(Saved data entries)
----
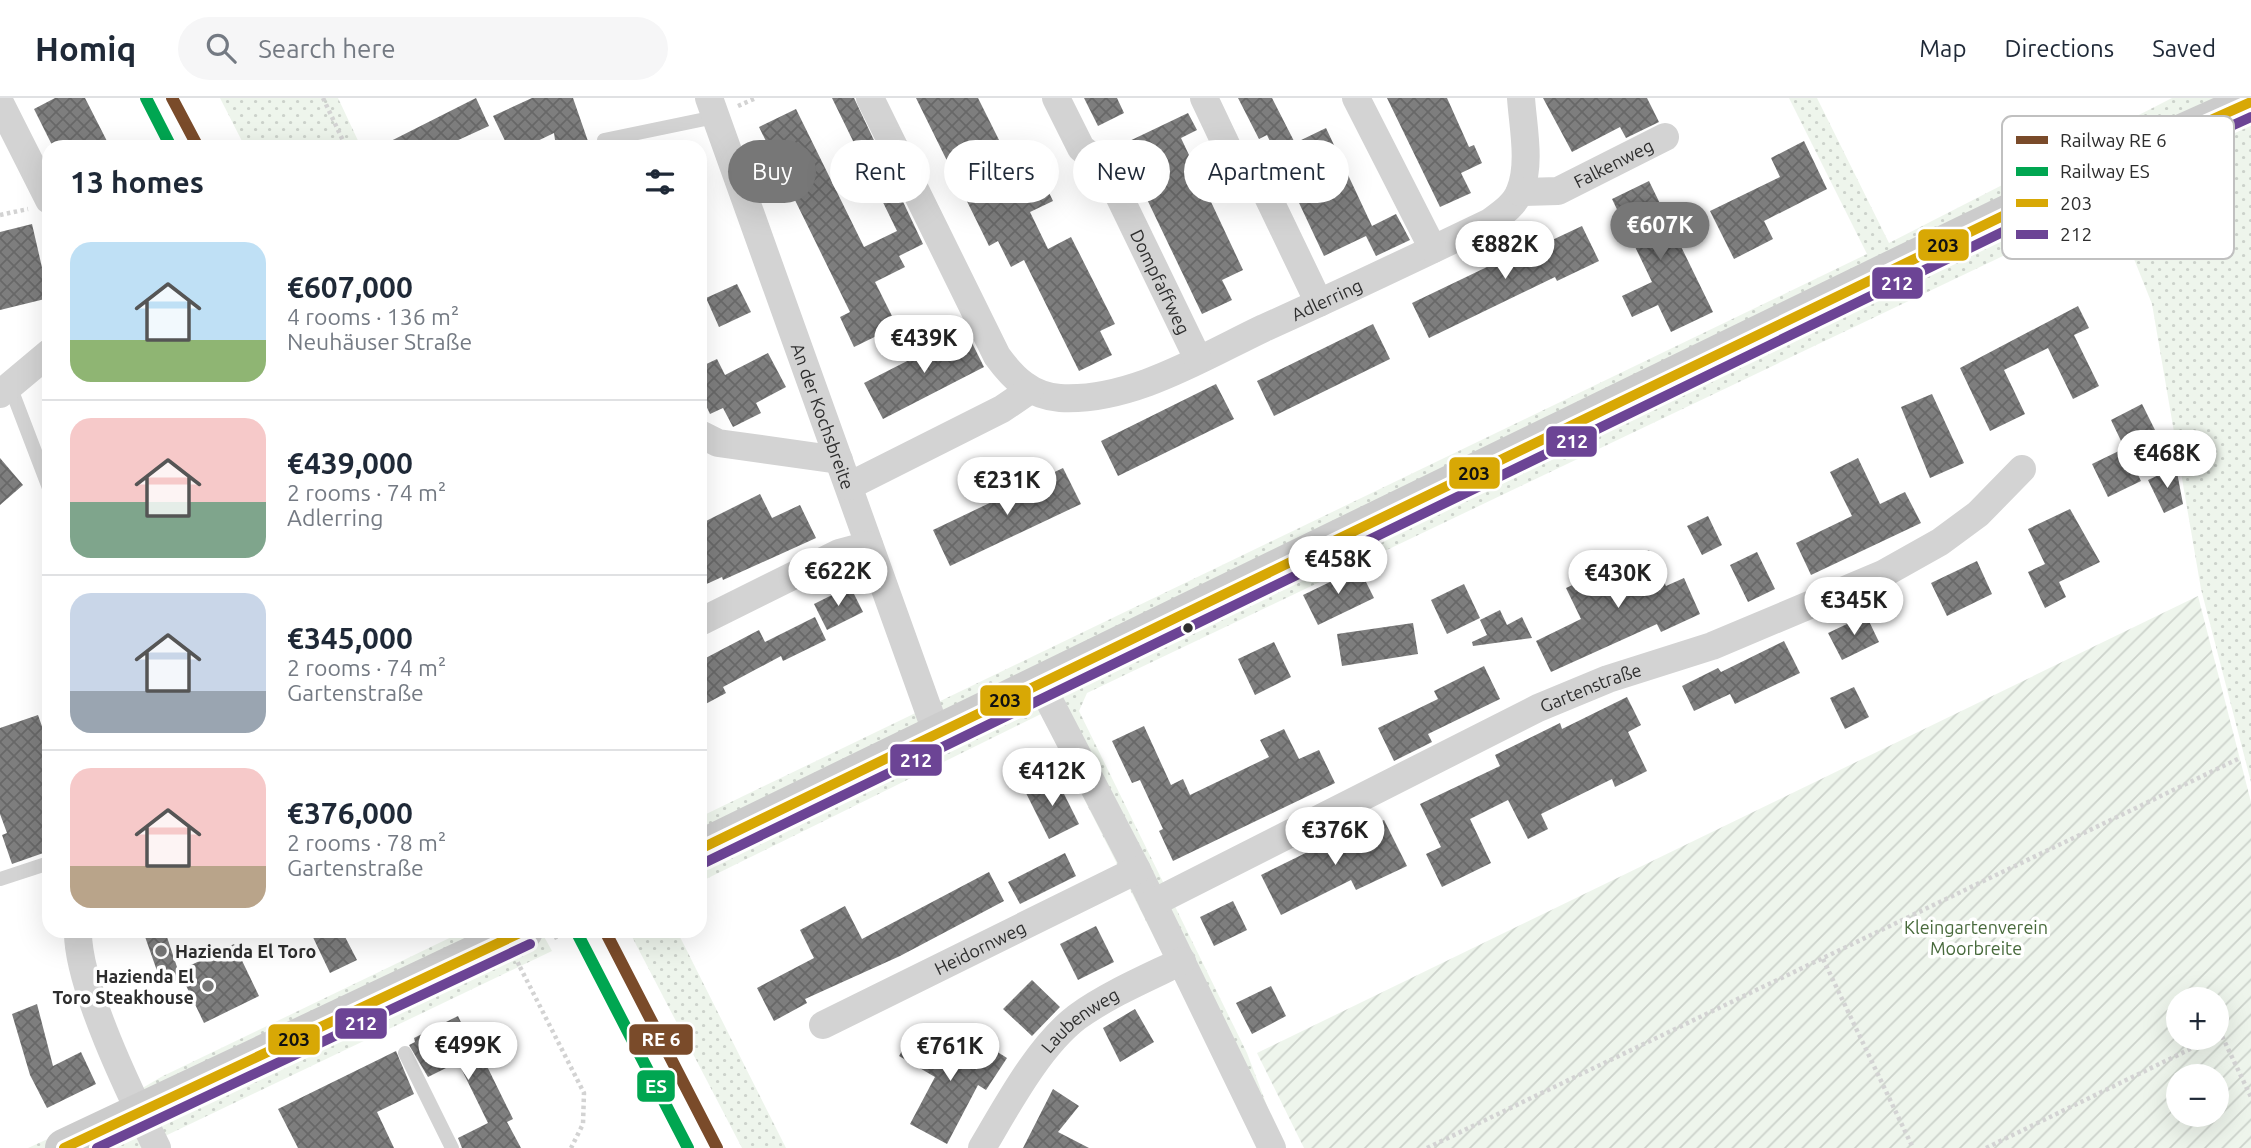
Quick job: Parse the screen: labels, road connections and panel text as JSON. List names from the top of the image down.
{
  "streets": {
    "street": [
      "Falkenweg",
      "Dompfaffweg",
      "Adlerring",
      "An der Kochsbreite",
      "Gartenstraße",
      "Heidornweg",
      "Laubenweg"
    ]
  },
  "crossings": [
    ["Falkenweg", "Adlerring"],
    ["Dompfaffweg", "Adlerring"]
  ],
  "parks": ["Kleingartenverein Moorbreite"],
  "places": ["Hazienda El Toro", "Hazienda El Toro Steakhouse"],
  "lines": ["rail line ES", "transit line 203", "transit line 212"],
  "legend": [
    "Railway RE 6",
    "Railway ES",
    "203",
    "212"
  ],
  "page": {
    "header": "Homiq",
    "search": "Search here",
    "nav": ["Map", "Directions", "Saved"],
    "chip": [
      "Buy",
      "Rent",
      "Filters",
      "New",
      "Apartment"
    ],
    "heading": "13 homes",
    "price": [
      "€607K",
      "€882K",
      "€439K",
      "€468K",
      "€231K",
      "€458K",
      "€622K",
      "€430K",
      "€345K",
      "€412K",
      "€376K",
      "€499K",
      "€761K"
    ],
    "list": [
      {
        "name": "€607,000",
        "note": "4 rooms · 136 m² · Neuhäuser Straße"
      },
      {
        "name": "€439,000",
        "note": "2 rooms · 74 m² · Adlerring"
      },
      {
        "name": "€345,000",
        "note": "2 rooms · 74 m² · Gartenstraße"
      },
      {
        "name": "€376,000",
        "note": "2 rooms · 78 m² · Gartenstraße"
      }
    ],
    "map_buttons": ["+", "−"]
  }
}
----
Restate each entry verbatim and skip every image.

■ **RESPONSE FOR THIS EXERCISE**
Quick job: Parse the screen: labels, road connections and panel text as JSON. List names from the top of the image down.
{
  "streets": {
    "street": [
      "Falkenweg",
      "Dompfaffweg",
      "Adlerring",
      "An der Kochsbreite",
      "Gartenstraße",
      "Heidornweg",
      "Laubenweg"
    ]
  },
  "crossings": [
    ["Falkenweg", "Adlerring"],
    ["Dompfaffweg", "Adlerring"]
  ],
  "parks": ["Kleingartenverein Moorbreite"],
  "places": ["Hazienda El Toro", "Hazienda El Toro Steakhouse"],
  "lines": ["rail line ES", "transit line 203", "transit line 212"],
  "legend": [
    "Railway RE 6",
    "Railway ES",
    "203",
    "212"
  ],
  "page": {
    "header": "Homiq",
    "search": "Search here",
    "nav": ["Map", "Directions", "Saved"],
    "chip": [
      "Buy",
      "Rent",
      "Filters",
      "New",
      "Apartment"
    ],
    "heading": "13 homes",
    "price": [
      "€607K",
      "€882K",
      "€439K",
      "€468K",
      "€231K",
      "€458K",
      "€622K",
      "€430K",
      "€345K",
      "€412K",
      "€376K",
      "€499K",
      "€761K"
    ],
    "list": [
      {
        "name": "€607,000",
        "note": "4 rooms · 136 m² · Neuhäuser Straße"
      },
      {
        "name": "€439,000",
        "note": "2 rooms · 74 m² · Adlerring"
      },
      {
        "name": "€345,000",
        "note": "2 rooms · 74 m² · Gartenstraße"
      },
      {
        "name": "€376,000",
        "note": "2 rooms · 78 m² · Gartenstraße"
      }
    ],
    "map_buttons": ["+", "−"]
  }
}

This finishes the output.